[ofa-general] Re: mmu notifier #v14

Sat Apr 26 17:20:19 PDT 2008

On Sat, Apr 26, 2008 at 01:59:23PM -0500, Anthony Liguori wrote:
>> +static void kvm_unmap_spte(struct kvm *kvm, u64 *spte)
>> +{
>> +	struct page *page = pfn_to_page((*spte & PT64_BASE_ADDR_MASK) >> 
>> PAGE_SHIFT);
>> +	get_page(page);
>>   
>
> You should not assume a struct page exists for any given spte.

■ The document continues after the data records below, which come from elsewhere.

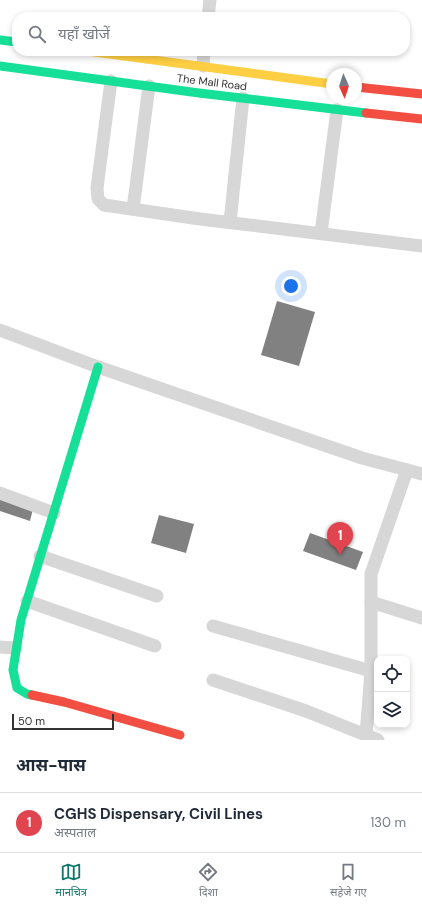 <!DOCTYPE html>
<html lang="hi">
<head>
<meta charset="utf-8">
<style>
	body { margin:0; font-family:"DM Sans","Noto Sans Devanagari",sans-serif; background:#f2f2f3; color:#1f2937 }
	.controls { position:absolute; right:12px; bottom:12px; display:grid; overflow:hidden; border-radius:8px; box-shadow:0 2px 6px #0003 }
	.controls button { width:36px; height:36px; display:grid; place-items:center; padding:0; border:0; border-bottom:1px solid #e0e1e3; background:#fff; color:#1f2937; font:20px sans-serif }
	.compass { position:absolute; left:326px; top:68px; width:36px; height:36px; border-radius:50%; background:#fff; box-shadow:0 2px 6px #0003; rotate:177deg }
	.scale { position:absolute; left:12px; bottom:10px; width:102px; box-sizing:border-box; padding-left:4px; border:2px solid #333; border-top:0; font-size:11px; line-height:14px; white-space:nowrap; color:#333; -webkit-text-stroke:3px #fff; paint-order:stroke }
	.you { position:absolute; left:291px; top:286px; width:14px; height:14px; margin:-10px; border:3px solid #fff; border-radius:50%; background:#1a73e8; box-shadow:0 0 0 6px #1a73e833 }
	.badge { display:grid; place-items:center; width:26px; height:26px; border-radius:50%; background:#0f766e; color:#fff; font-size:13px; font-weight:700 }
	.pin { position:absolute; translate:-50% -33px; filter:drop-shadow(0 1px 2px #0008) }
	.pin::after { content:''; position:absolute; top:21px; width:14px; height:12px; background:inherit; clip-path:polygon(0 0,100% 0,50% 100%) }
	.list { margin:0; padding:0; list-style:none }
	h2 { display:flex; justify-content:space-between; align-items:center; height:52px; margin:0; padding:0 16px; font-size:17px }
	h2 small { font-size:13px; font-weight:400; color:#747a83 }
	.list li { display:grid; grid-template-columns:26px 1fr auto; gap:12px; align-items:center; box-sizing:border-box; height:60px; padding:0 16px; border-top:1px solid #e0e1e3 }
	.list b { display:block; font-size:15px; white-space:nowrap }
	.list p { margin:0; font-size:13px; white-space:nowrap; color:#747a83 }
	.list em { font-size:13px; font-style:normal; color:#747a83 }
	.icon { flex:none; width:22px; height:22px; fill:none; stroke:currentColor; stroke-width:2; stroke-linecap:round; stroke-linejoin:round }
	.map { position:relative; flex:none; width:422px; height:740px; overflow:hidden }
	.search { position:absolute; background:#fff; box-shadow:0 2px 6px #0003; left:12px; right:12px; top:12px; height:44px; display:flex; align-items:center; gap:10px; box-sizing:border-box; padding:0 14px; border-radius:16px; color:#747a83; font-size:15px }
	.sheet { height:112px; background:#fff }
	nav { display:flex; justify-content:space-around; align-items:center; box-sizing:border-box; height:56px; border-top:1px solid #e0e1e3; background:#fff; font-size:11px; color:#747a83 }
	nav a { display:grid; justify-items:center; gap:2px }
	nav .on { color:#0f766e }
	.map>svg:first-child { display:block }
	.building { fill:#818181 }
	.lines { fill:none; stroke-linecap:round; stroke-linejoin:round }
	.street { stroke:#d7d7d7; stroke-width:13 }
	.fast { stroke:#16e098; stroke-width:9 }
	.slow { stroke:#ffcf43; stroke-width:9 }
	.jam { stroke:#f24e42; stroke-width:9 }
	.labels { text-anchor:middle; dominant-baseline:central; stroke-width:4; stroke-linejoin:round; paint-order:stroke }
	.street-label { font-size:11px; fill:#333; stroke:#fff }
</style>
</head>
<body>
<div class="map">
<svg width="422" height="740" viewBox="0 0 422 740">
	<rect width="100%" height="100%" fill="#fff"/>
	<g class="building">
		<path d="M277,301l38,11 -16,54 -38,-11z"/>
		<path d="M0,499l33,10 -3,12 -30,-10z"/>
		<path d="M159,515l35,9 -8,29 -35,-10z"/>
		<path d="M310,533l53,19 -7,18 -53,-19z"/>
	</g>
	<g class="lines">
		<g class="street">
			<path d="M208,17l2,-17"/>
			<path d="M203,66l1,-15"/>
			<path d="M111,81l-14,107 1,11 6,6 96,14 222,27"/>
			<path d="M133,209l16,-123"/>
			<path d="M230,222l13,-124"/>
			<path d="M321,233l16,-123"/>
			<path d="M0,330l98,37 264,91 60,16"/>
			<path d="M0,493l54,20"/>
			<path d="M40,556l117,40"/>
			<path d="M27,601l128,45"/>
			<path d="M371,602l51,16"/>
			<path d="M213,626l158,45"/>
			<path d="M0,647l16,1"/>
			<path d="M213,680l93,31 72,29"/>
			<path d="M366,735l5,-64v-97l36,-104"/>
		</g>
		<g class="fast">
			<path d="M0,40l17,2"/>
			<path d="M0,66l199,27 167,20"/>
			<path d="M32,695l-5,-1 -10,-6 -4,-18 8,-50 77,-253"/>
		</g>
		<path class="slow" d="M87,51l245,33"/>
		<g class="jam">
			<path d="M356,87l66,7"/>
			<path d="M366,113l56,6"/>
			<path d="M32,695l32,7 116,33"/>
		</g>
	</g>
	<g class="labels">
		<g class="street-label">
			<text transform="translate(212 82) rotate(7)">The Mall Road</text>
		</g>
	</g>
</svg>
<div class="controls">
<button><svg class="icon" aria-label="locate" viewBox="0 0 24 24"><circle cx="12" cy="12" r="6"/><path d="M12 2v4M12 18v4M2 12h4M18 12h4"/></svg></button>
<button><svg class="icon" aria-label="layers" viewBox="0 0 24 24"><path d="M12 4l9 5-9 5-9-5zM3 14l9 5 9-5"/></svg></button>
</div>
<svg class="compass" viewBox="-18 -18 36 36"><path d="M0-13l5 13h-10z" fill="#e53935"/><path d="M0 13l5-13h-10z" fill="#747a83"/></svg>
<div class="scale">50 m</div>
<div class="you"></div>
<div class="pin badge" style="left:340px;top:555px;background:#e0444e">1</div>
<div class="search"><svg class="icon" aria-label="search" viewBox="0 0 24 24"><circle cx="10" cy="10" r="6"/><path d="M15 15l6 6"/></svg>यहाँ खोजें</div>
</div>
<section class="sheet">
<h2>आस-पास<small></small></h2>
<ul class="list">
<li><span class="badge" style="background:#e0444e">1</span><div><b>CGHS Dispensary, Civil Lines</b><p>अस्पताल</p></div><em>130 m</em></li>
</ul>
</section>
<nav>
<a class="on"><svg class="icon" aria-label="map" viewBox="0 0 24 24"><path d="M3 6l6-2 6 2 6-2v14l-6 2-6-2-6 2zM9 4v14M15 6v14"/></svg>मानचित्र</a>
<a><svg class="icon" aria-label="directions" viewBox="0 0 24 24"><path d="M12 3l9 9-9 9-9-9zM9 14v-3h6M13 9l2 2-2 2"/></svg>दिशा</a>
<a><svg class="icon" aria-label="saved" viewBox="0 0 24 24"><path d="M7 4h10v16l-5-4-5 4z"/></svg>सहेजे गए</a>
</nav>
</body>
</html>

Instead, use 
> kvm_get_pfn() and kvm_release_pfn_clean().

Last email from muli at ibm in my inbox argues it's useless to build rmap
on mmio regions, so the above is more efficient so put_page runs
directly on the page without going back and forth between spte -> pfn
-> page -> pfn -> page in a single function.

Certainly if we start building rmap on mmio regions we'll have to
change that.

> Perhaps I just have a weak stomach but I am uneasy having a function that 
> takes a lock on exit. I walked through the logic and it doesn't appear to 
> be wrong but it also is pretty clear that you could defer the acquisition 
> of the lock to the caller (in this case, kvm_mmu_pte_write) by moving the 
> update_pte assignment into kvm_mmu_pte_write.

I agree out_lock is an uncommon exit path, the problem is that the
code was buggy, and I tried to fix it with the smallest possible
change and that resulting in an out_lock. That section likely need a
refactoring, all those update_pte fields should be at least returned
by the function guess_....  but I tried to reduce the changes to make
the issue more readable, I didn't want to rewrite certain functions
just to take a spinlock a few instructions ahead.

> Worst case, you pass 4 more pointer arguments here and, take the spin lock, 
> and then depending on the result of mmu_guess_page_from_pte_write, update 
> vcpu->arch.update_pte.

Yes that was my same idea, but that's left for a later patch. Fixing
this bug mixed with the mmu notifier patch was perhaps excessive
already ;).

> Why move the destruction of the vm to the MMU notifier unregister hook? 
> Does anything else ever call mmu_notifier_unregister that would implicitly 
> destroy the VM?

mmu notifier ->release can run at anytime before the filehandle is
closed. ->release has to zap all sptes and freeze the mmu (hence all
vcpus) to prevent any further page fault. After ->release returns all
pages are freed (we'll never relay on the page pin to avoid the
rmap_remove put_page to be a relevant unpin event). So the idea is
that I wanted to maintain the same ordering of the current code in the
vm destroy event, I didn't want to leave a partially shutdown VM on
the vmlist. If the ordering is entirely irrelevant and the
kvm_arch_destroy_vm can run well before kvm_destroy_vm is called, then
I can avoid changes to kvm_main.c but I doubt.

I've done it in a way that archs not needing mmu notifiers like s390
can simply add the kvm_destroy_common_vm at the top of their
kvm_arch_destroy_vm. All others using mmu_notifiers have to invoke
kvm_destroy_common_vm in the ->release of the mmu notifiers.

This will ensure that everything will be ok regardless if exit_mmap is
called before/after exit_files, and it won't make a whole lot of
difference anymore, if the driver fd is pinned through vmas->vm_file
released in exit_mmap or through the task filedescriptors relased in
exit_files etc... Infact this allows to call mmu_notifier_unregister
at anytime later after the task has already been killed, without any
trouble (like if the mmu notifier owner isn't registering in
current->mm but some other tasks mm).